0. Set up the workspace
1. Extract text from PDF to produce a corpus of "documents" (e.g., pages, paragraphs, sentences)
2. Apply exploratory text analysis: Topic modeling (LDA) and keyword search (regex)
3. Machine learning to select for topics about presence.
4. Geoparsing to extract locations from presence records.
5. Visualize results

## 0. Set up the workspace

Define where you will be running the notebook:

"Local" assumes that you have cloned the full Github repository to your local machine. "Colab" assumes that you are running this notebook on Google Colab.



In [1]:
# @titleDefine where you will be running the notebook. { display-mode: "form" }

run_on = 'Local' # @param ["Local", "Colab"]
print('You will run the notebook on', run_on)

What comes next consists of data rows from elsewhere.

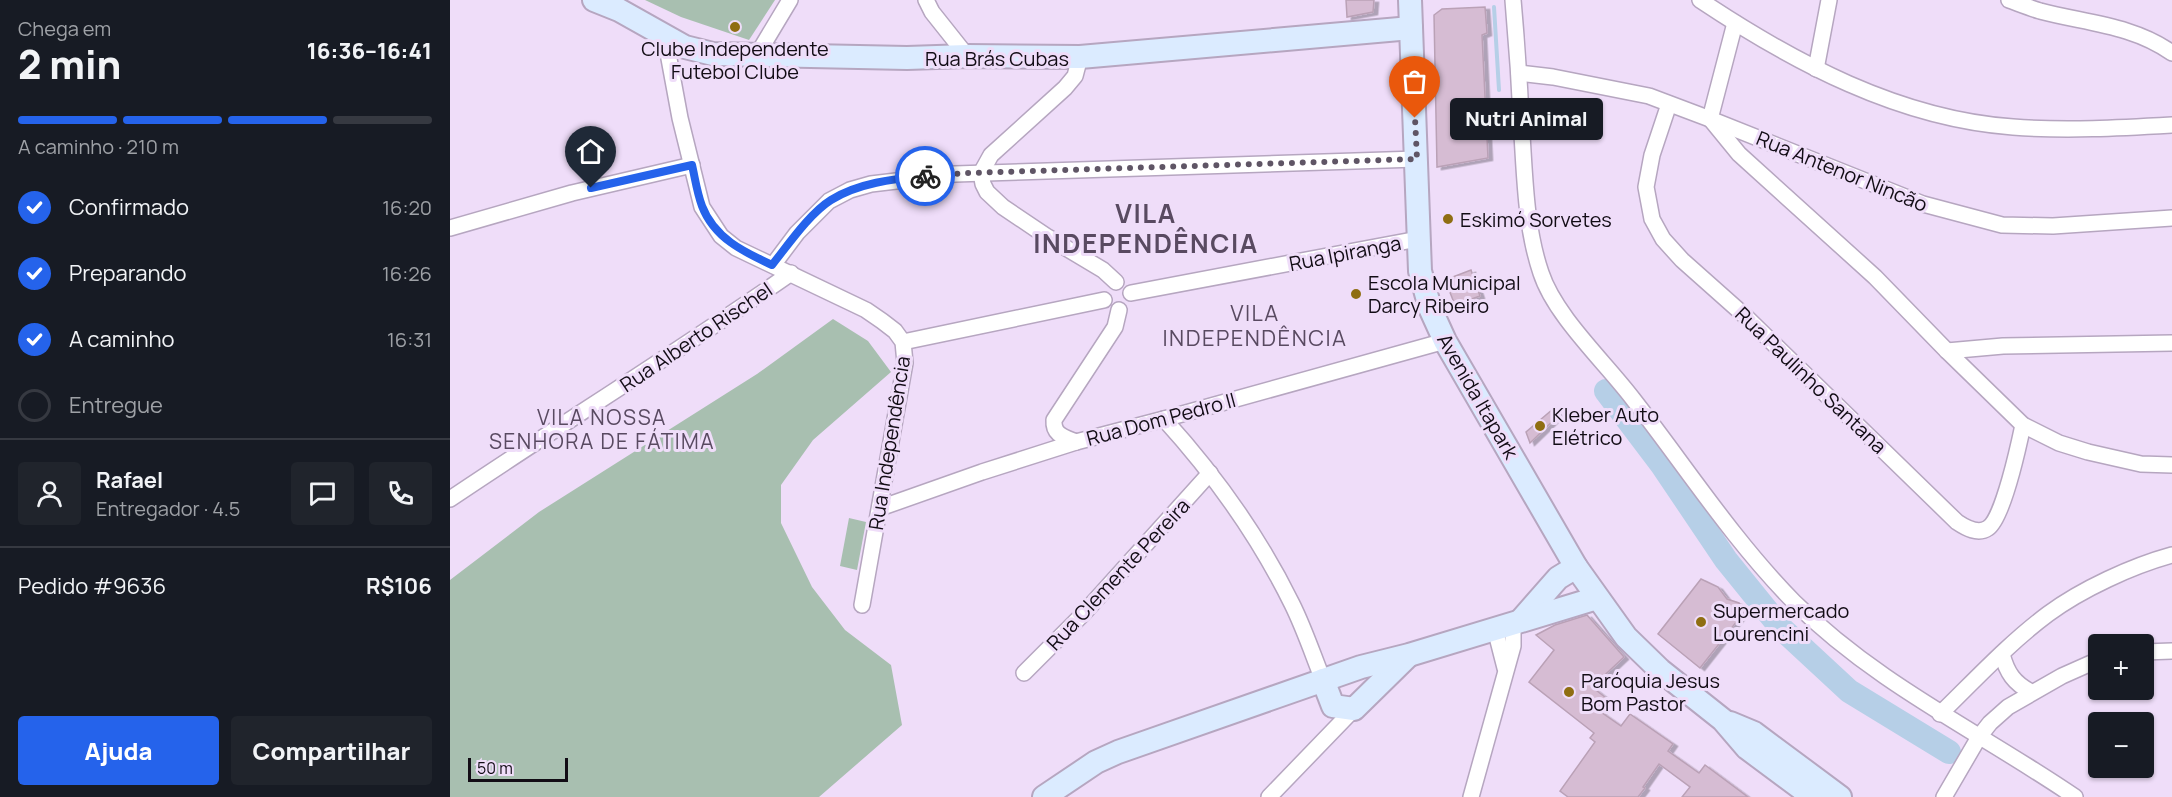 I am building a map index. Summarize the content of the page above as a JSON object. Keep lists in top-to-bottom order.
{
  "streets": {
    "street": [
      "Rua Brás Cubas",
      "Rua Antenor Nincão",
      "Rua Ipiranga",
      "Rua Alberto Rischel",
      "Rua Paulinho Santana",
      "Avenida Itapark",
      "Rua Dom Pedro II",
      "Rua Independência",
      "Rua Clemente Pereira"
    ]
  },
  "crossings": [
    ["Rua Brás Cubas", "Avenida Itapark"],
    ["Rua Brás Cubas", "Rua Independência"],
    ["Rua Antenor Nincão", "Rua Paulinho Santana"],
    ["Rua Ipiranga", "Avenida Itapark"],
    ["Rua Alberto Rischel", "Rua Independência"],
    ["Avenida Itapark", "Rua Dom Pedro II"],
    ["Rua Dom Pedro II", "Rua Independência"]
  ],
  "districts": ["VILA INDEPENDÊNCIA", "VILA INDEPENDÊNCIA", "VILA NOSSA SENHORA DE FÁTIMA"],
  "places": [
    "Clube Independente Futebol Clube",
    "Nutri Animal",
    "Eskimó Sorvetes",
    "Escola Municipal Darcy Ribeiro",
    "Kleber Auto Elétrico",
    "Supermercado Lourencini",
    "Paróquia Jesus Bom Pastor"
  ],
  "scale_bar": "50 m",
  "page": {
    "heading": ["2 min", "Chega em", "16:36–16:41"],
    "panel": [
      "Rafael",
      "Entregador · 4.5",
      "Pedido #9636",
      "R$106"
    ],
    "bubble": "Nutri Animal",
    "bar": "A caminho · 210 m",
    "list": [
      ["Confirmado", "16:20"],
      ["Preparando", "16:26"],
      ["A caminho", "16:31"],
      "Entregue"
    ],
    "map_buttons": ["+", "−"],
    "buttons": ["Ajuda", "Compartilhar"],
    "scale": "50 m"
  }
} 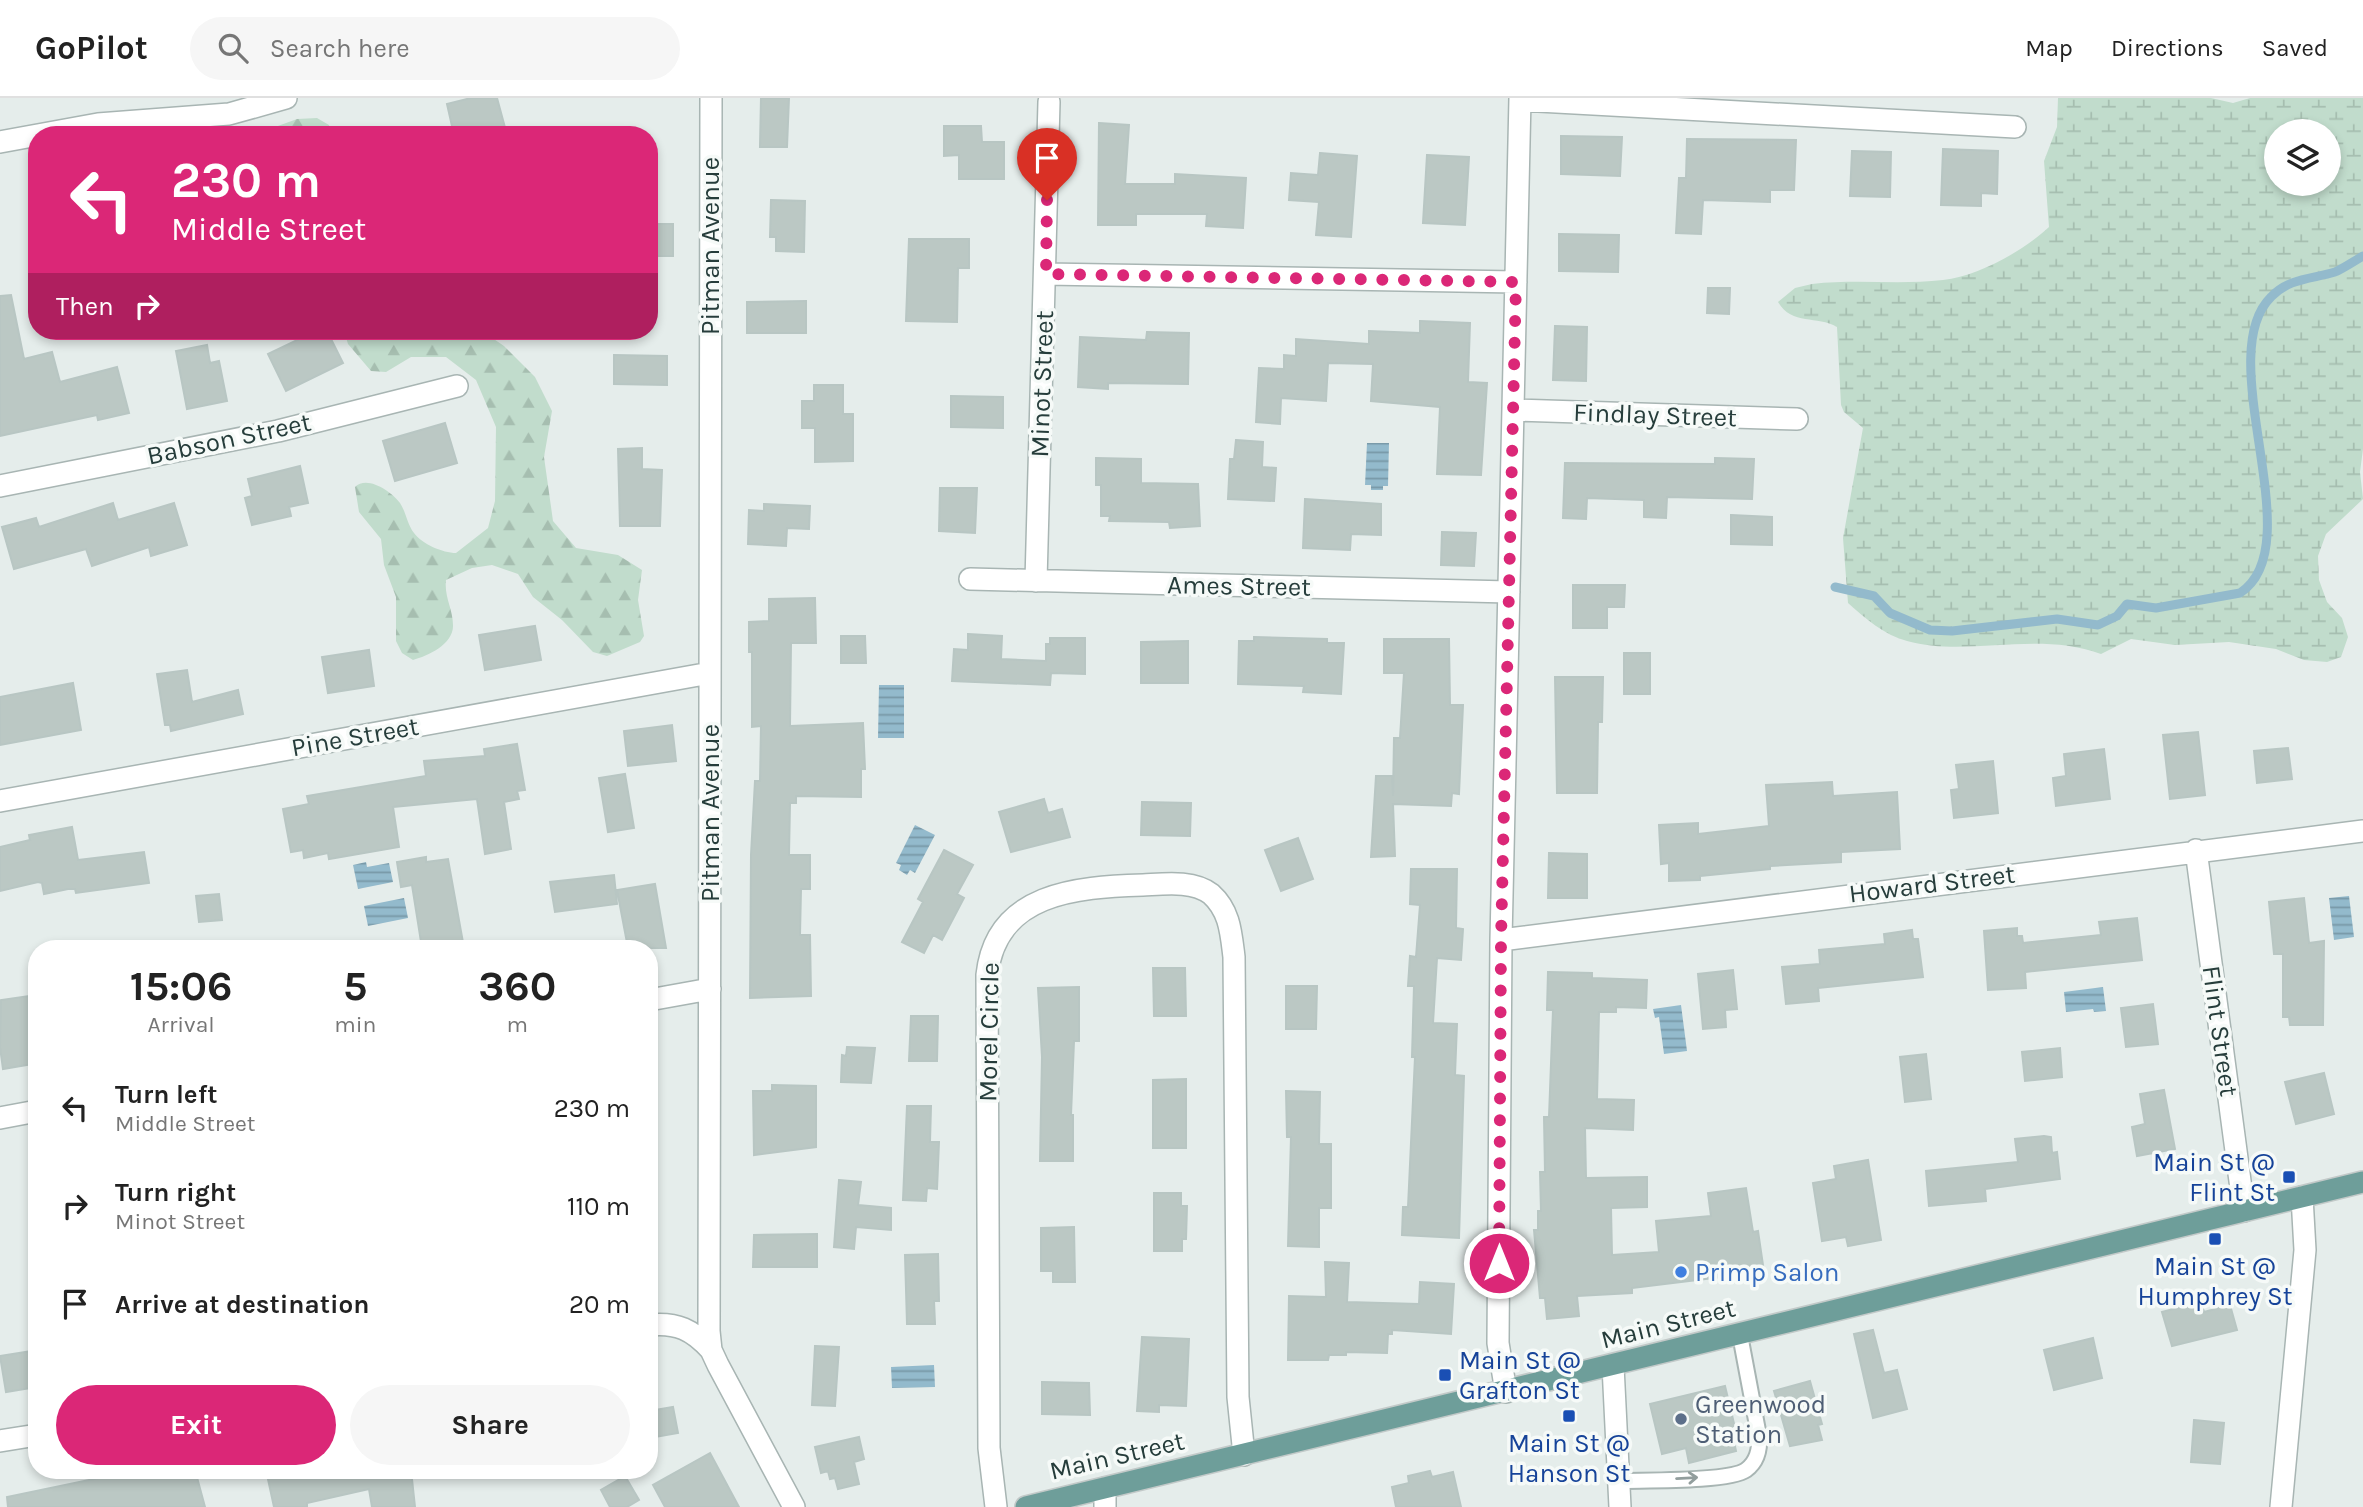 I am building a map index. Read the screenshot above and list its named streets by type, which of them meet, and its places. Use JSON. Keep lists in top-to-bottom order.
{
  "streets": {
    "main road": ["Main Street"],
    "street": [
      "Pitman Avenue",
      "Minot Street",
      "Findlay Street",
      "Babson Street",
      "Ames Street",
      "Pine Street",
      "Howard Street",
      "Flint Street",
      "Morel Circle"
    ]
  },
  "crossings": [
    ["Pitman Avenue", "Pine Street"],
    ["Minot Street", "Ames Street"],
    ["Howard Street", "Flint Street"],
    ["Flint Street", "Main Street"],
    ["Morel Circle", "Main Street"]
  ],
  "places": {
    "transit": [
      "Main St @ Flint St",
      "Main St @ Humphrey St",
      "Main St @ Grafton St",
      "Main St @ Hanson St"
    ],
    "other": ["Primp Salon", "Greenwood Station"]
  },
  "page": {
    "header": "GoPilot",
    "search": "Search here",
    "nav": ["Map", "Directions", "Saved"],
    "turn": ["230 m", "Middle Street"],
    "then": "Then",
    "eta": [
      "15:06",
      "Arrival",
      "5",
      "min",
      "360",
      "m"
    ],
    "list": [
      {
        "name": "Turn left",
        "note": "Middle Street",
        "value": "230 m"
      },
      {
        "name": "Turn right",
        "note": "Minot Street",
        "value": "110 m"
      },
      {
        "name": "Arrive at destination",
        "value": "20 m"
      }
    ],
    "buttons": ["Exit", "Share"]
  }
}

You will run the notebook on Local


In [2]:
# Import general libraries

import pandas as pd
pd.set_option('display.max_colwidth', 100)

# Set up workspace

if run_on == "Local":
    # Set up pytesseract
    import os
    import pytesseract
    os.chdir("..")
    # This should be the path of the tesseract installation
    pytesseract.pytesseract.tesseract_cmd = r'C:\Program Files\Tesseract-OCR\tesseract'
    import text_analysis.data_functions as ta
    
elif run_on == "Colab":
    # Setup Google Drive mount
    from google.colab import drive
    drive.mount('/content/drive')

    # Install required programs and packages
    !sudo apt install tesseract-ocr
    !pip install pytesseract
    !pip install pdf2image
    !pip install tomotopy
    !python -m spacy download en_core_web_md

    # Import the data functions from the Github repository
    !git clone https://github.com/arielsaffer/pest_text_pipeline.git
    import pest_text_pipeline.text_analysis.data_functions as ta
    

[nltk_data] Downloading package stopwords to
[nltk_data]     C:\Users\asaffer\AppData\Roaming\nltk_data...
[nltk_data]   Package stopwords is already up-to-date!


In [3]:
# @title Describe the PDF file. { display-mode: "form" }
# @markdown Provide the location of the PDF file to be processed
# @markdown Either a local path, relative path (to the repository root), 
# @markdown or a Google Drive path (typically starts with "/content/drive/My Drive/")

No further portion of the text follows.